Après 30 000 ans de taille de pierre, vient l'âge de la métallurgie. Cela se passe en Égypte et en Chaldée. C'est la première apparition de la dinanderie, le travail du métal en feuille. Cependant, la dinanderie tire son nom de la ville de Dinant en Belgique, principal berceau du travail du cuivre et d'alliages cuivreux en Europe aux XIe et XIIe siècles après Jésus Christ. C'est l'apparition officielle et reconnue des dinandiers en Europe, qui obtinrent finalement leur statut avec celui des chaudronniers sous Charles VIII, au XVe siècle.
Depuis l'ère industrielle (fin XIXe) et l'invention du tour à repousser, ce mètier tend à disparaître.

Le travail consiste en la mise en forme au marteau de feuilles de métal plus ou moins tendre. Dans le but, généralement, de fabriquer des contenants. Ce qui caractérise la dinanderie, c'est l'application de ce que l'on appelle la "rétreinte".
La rétreinte est une des techniques de mise en forme du métal, qui consiste à épaissir la feuille à chaque coup de marteau, ce qui confère à l'objet ainsi fabriqué une grande solidité.
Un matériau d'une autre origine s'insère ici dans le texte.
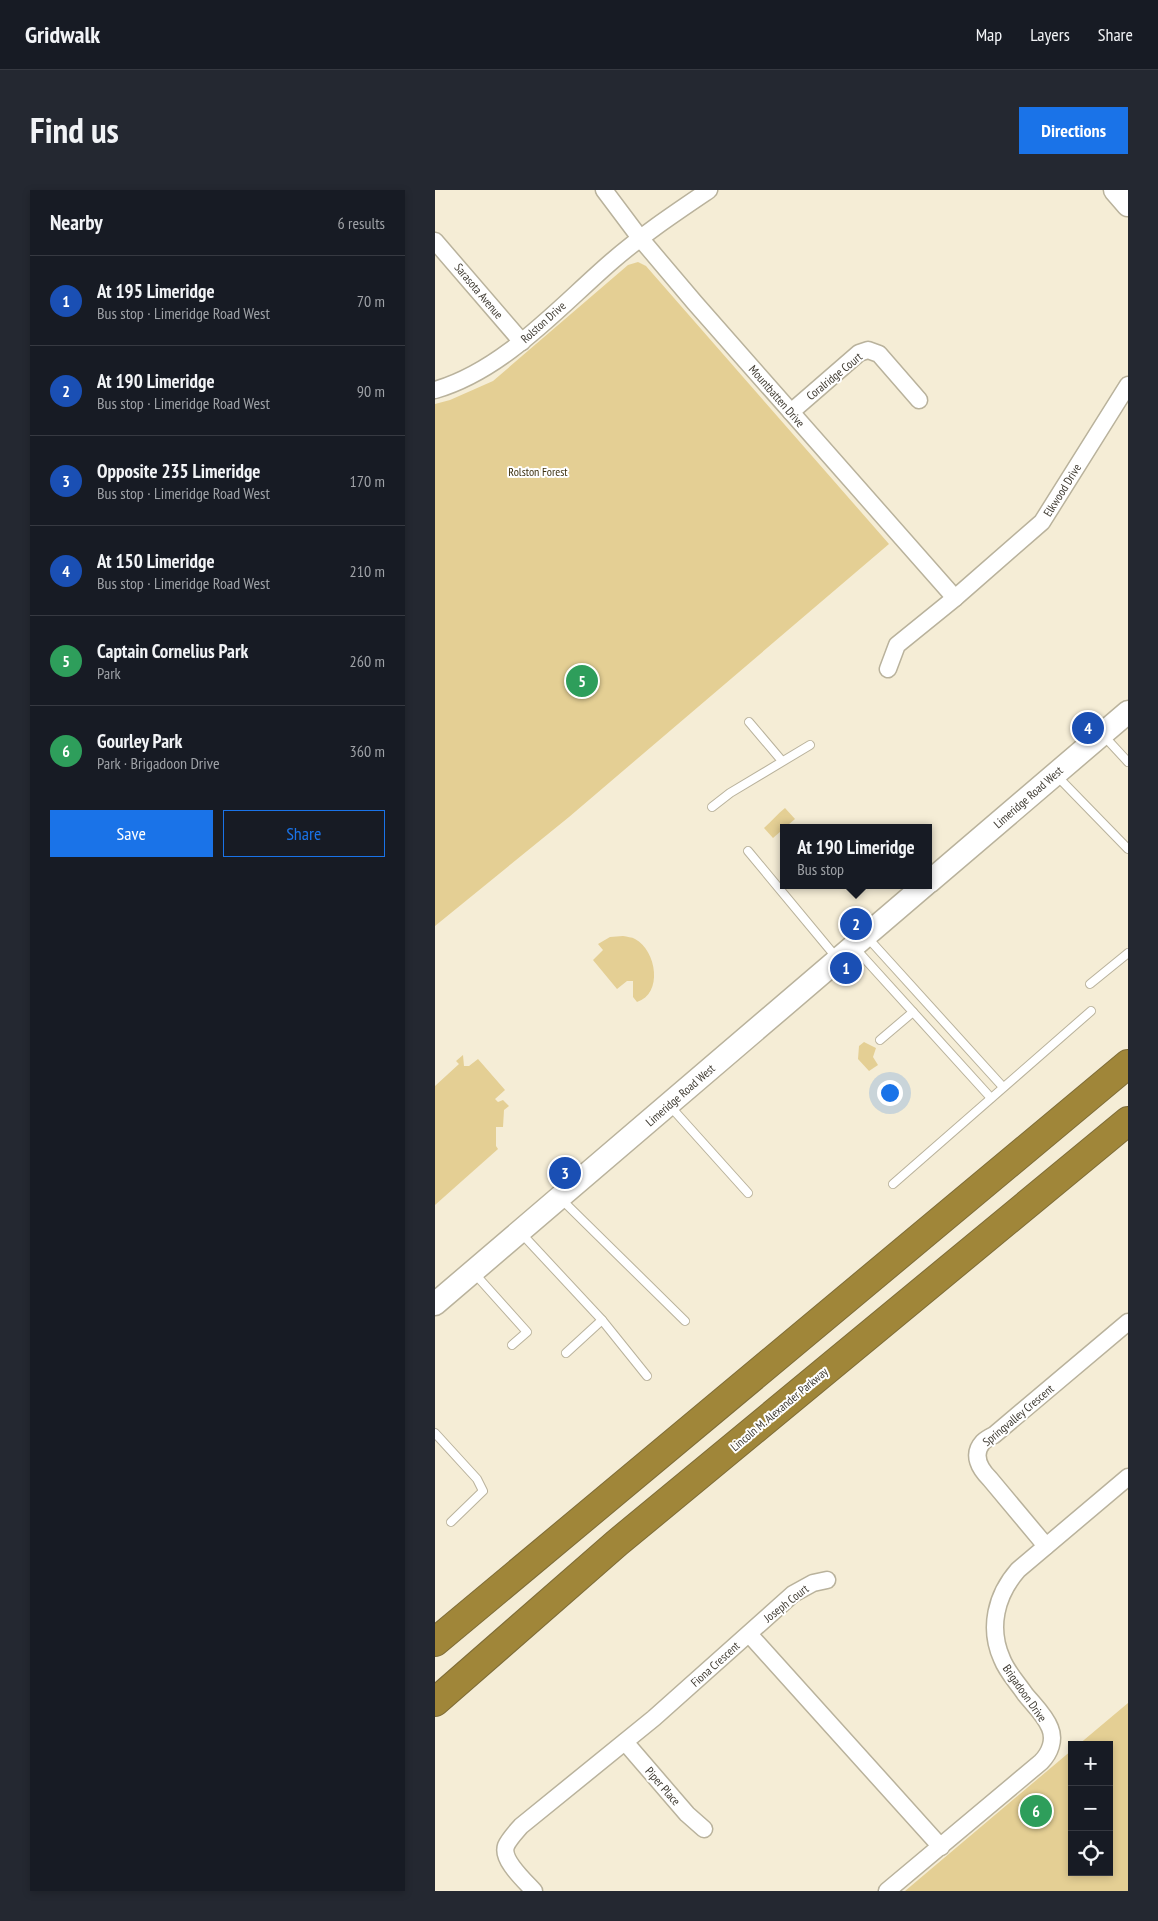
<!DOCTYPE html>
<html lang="en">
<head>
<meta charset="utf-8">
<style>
  :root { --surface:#171b24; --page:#242831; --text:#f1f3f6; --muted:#9ea1a6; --line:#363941; --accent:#1a73e8 }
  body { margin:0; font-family:"PT Sans Narrow",sans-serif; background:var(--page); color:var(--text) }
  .controls { position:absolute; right:15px; bottom:15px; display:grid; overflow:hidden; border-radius:0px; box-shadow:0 2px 8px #0003 }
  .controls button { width:45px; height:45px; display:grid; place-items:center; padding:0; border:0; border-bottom:1px solid var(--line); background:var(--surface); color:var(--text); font:25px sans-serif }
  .you { position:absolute; left:454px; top:902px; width:18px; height:18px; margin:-12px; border:4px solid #fff; border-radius:50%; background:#1a73e8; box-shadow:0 0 0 8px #1a73e833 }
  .badge { display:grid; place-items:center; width:32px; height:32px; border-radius:50%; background:var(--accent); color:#fff; font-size:16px; font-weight:700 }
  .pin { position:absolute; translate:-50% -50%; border:2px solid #fff; box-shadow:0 1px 5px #0006 }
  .popup { position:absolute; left:345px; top:634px; width:152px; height:65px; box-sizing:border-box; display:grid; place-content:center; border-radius:0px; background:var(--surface); filter:drop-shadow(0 1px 4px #0005); font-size:16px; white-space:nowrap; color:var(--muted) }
  .popup b { font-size:19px; color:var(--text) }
  .popup::after { content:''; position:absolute; left:50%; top:100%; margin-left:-10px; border:10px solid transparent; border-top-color:var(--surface) }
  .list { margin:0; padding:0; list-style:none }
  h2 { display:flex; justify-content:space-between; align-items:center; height:65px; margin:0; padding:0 20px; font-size:21px }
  h2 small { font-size:16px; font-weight:400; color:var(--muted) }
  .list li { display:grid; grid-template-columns:32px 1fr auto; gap:15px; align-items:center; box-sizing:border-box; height:90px; padding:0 20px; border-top:1px solid var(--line) }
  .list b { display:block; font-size:19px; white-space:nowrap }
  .list p { margin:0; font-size:16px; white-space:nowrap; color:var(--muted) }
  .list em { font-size:16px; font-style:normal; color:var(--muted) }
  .actions { display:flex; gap:10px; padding:15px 20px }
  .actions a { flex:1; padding:11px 0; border:1px solid var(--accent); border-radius:0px; text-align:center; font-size:18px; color:var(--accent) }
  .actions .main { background:var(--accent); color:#fff }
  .icon { flex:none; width:28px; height:28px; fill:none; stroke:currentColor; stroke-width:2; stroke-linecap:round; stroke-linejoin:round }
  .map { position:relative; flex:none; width:693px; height:1701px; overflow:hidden; border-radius:0px }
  header { display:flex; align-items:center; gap:30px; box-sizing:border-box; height:70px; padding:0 25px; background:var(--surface); border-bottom:1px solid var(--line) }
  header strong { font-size:24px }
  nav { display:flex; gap:28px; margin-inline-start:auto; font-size:18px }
  .intro { display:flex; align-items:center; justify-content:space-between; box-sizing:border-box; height:120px; padding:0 30px }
  h1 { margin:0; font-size:35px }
  .button { padding:12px 22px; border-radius:0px; background:var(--accent); color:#fff; font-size:18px; font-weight:700 }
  main { display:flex; gap:30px; padding:0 30px }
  aside { flex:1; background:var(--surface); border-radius:0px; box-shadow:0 2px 8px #0003 }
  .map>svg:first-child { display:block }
</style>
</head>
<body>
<header>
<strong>Gridwalk</strong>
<nav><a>Map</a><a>Layers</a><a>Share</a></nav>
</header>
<div class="intro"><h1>Find us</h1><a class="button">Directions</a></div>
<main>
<aside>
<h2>Nearby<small>6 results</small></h2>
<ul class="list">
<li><span class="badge" style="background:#1a4fb4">1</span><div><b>At 195 Limeridge</b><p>Bus stop · Limeridge Road West</p></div><em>70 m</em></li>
<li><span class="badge" style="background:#1a4fb4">2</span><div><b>At 190 Limeridge</b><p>Bus stop · Limeridge Road West</p></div><em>90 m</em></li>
<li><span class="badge" style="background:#1a4fb4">3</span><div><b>Opposite 235 Limeridge</b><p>Bus stop · Limeridge Road West</p></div><em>170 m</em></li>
<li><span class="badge" style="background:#1a4fb4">4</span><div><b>At 150 Limeridge</b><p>Bus stop · Limeridge Road West</p></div><em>210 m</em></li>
<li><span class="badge" style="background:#2e9e5b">5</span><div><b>Captain Cornelius Park</b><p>Park</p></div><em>260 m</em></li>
<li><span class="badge" style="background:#2e9e5b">6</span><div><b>Gourley Park</b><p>Park · Brigadoon Drive</p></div><em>360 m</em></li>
</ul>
<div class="actions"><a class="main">Save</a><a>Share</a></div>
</aside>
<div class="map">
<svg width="693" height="1701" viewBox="0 0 693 1701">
  <rect width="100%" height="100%" fill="#f5edd6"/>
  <g fill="#e4cf94">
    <polygon points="203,72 211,76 454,354 134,627 0,736 0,214 15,210 58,191 193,75"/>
    <path d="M350 618 360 629 338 648 329 638C337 631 342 624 350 618Z"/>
    <path d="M188 746C192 747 197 747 200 749 222 761 228 804 202 812L198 807V791H192L182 799 158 770 168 760 163 754 175 747Z"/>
    <polygon points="429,852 441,858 438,867 443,875 434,881 423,869 424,856"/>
    <polygon points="28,865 29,876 34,876 43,869 70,900 60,909 63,912 68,910 74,916 69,920 68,937 61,937 61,956 63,959 0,1015 0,896 24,874 21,871"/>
    <polygon points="693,1513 693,1701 470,1701 637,1560 637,1682 674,1682 674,1555 643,1555"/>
  </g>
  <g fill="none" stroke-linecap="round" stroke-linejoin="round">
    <g stroke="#b9b29c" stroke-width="10">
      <g id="lane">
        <polyline points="314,532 347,571"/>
        <polyline points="669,546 693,572"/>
        <polyline points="621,585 693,659"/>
        <polyline points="277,617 295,603 375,555"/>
        <polyline points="313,661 401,767"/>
        <polyline points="432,747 568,897"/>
        <polyline points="420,758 556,908"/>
        <polyline points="655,794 693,763"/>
        <polyline points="445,850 478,822"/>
        <polyline points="234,915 313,1003"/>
        <polyline points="458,994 656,821"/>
        <polyline points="126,1009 250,1131"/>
        <polyline points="86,1043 167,1130 212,1186"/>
        <polyline points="40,1084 92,1142 77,1155"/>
        <polyline points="131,1163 167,1130"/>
        <polyline points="0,1243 42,1289 48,1301 16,1332"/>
      </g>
    </g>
    <g stroke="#b9b29c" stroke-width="19">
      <g id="street">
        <polyline points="169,0 205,48 260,113 520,408"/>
        <polyline points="0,51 87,152"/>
        <path d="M0 200C69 180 123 118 176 72 207 45 240 23 274 0"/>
        <polyline points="356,222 424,163 433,160 444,164 484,210"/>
        <polyline points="453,479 462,455 520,408 607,332 693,195"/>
        <path d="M611 1356 555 1289C545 1279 536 1265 548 1252 551 1249 555 1247 559 1245L693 1132"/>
        <polyline points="314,1444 506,1657"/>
        <polyline points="190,1552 252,1624 269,1639"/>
        <path d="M99 1701C91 1692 66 1670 71 1656 74 1649 81 1642 86 1636L219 1528 358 1404 378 1393 392 1390"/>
        <path d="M452 1701 606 1572C615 1563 620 1550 615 1538 610 1525 598 1514 590 1504 582 1492 572 1482 567 1469 553 1438 561 1405 583 1380L693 1287"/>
      </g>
    </g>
    <g stroke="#b9b29c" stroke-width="25">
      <g id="secondary">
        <polyline points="680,0 693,15"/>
        <polyline points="494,692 693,522"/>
        <polyline points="0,1114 490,695"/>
      </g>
    </g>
    <g stroke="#7e6c37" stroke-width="30">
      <g id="highway">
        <polyline points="0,1452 693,874"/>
        <polyline points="0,1512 182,1353 693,931"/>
      </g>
    </g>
    <use href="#lane" stroke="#fff" stroke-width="8"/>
    <use href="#street" stroke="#fff" stroke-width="16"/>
    <use href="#secondary" stroke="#fff" stroke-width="22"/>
    <use href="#highway" stroke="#a08639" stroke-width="28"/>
  </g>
  <g text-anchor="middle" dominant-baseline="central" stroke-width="4" stroke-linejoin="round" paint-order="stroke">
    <g font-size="12" fill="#403c33" stroke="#fff">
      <text transform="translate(44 101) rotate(50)">Sarasota Avenue</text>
      <text transform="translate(108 132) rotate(-42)">Rolston Drive</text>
      <text transform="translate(399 186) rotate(-39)">Coralridge Court</text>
      <text transform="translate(342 206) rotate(49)">Mountbatten Drive</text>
      <text transform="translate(627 300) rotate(-58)">Elkwood Drive</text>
      <text transform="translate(593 607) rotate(-41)">Limeridge Road West</text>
      <text transform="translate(245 905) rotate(-41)">Limeridge Road West</text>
      <text transform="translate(344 1219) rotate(-40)">Lincoln M. Alexander Parkway</text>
      <text transform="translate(583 1225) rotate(-40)">Springvalley Crescent</text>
      <text transform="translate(351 1413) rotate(-38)">Joseph Court</text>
      <text transform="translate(280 1474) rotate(-42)">Fiona Crescent</text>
      <text transform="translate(590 1503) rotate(55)">Brigadoon Drive</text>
      <text transform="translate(228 1596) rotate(49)">Piper Place</text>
    </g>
    <g font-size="12" fill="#3d3110" stroke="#fff">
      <text x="103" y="281">Rolston Forest</text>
    </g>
  </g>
</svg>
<div class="controls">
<button>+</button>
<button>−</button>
<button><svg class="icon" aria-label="locate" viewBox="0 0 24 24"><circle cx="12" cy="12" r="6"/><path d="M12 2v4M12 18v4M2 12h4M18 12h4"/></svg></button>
</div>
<div class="you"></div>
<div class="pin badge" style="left:411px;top:778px;background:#1a4fb4">1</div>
<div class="pin badge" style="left:421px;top:734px;background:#1a4fb4">2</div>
<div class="popup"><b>At 190 Limeridge</b>Bus stop</div>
<div class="pin badge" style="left:130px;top:983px;background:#1a4fb4">3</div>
<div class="pin badge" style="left:653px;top:538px;background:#1a4fb4">4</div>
<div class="pin badge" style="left:147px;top:491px;background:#2e9e5b">5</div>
<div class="pin badge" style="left:601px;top:1621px;background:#2e9e5b">6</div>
</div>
</main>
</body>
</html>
Vases, casseroles, bols et seaux étaient autrefois produits de cette manière.
Pour obtenir cet épaississement du métal, on frappe la feuille d'une manière très spécifique. Un mouvement de rotation qui part de l'épaule est donné au coup de marteau afin de replier le métal sur lui-même. On part ainsi du pied de l'objet, en tournant autour, coup de marteau après coup de marteau, pour arriver enfin à l'extérieur de la feuille. C'est ce que l'on appelle une passe de rétreinte. Plus la forme désirée est "fermée", plus il y a de passes nécessaires pour obtenir cette forme ; car il est essentiel de monter la dinanderie très progressivement, sous peine de voir se former des plis ou des fissures lorsque l'on tire trop sur le métal.

Au delà de la forme, la dinanderie peut être décorée grâce à la ciselure, la gravure, l'incrustation d'or, d'argent ou de laiton, l'émail ou la patine. L'une des patines les plus courantes s'applique à la flamme. Sous l'effet de la chaleur se produit un phénomène d'irisation, c'est à dire que le métal change de couleur selon la température à laquelle il se trouve. C'est sur le cuivre que l'on peut obtenir la palette de couleur la plus large.
Concrètement, il s'agit d'utiliser le chalumeau comme un pinceau, en chauffant progressivement pour faire apparaître les couleurs désirées, puis les accorder entre elles ; ensuite, lorsque l'on obtient l'effet escompté, refroidir rapidement le cuivre en appliquant de la cire d'abeille, ce qui fixe la patine et produit une couche protectrice contre l'oxydation.
Outre la fabrication de contenants, la technique de la dinanderie peut s'appliquer à des formes très diverses, jusqu'à devenir une véritable sculpture.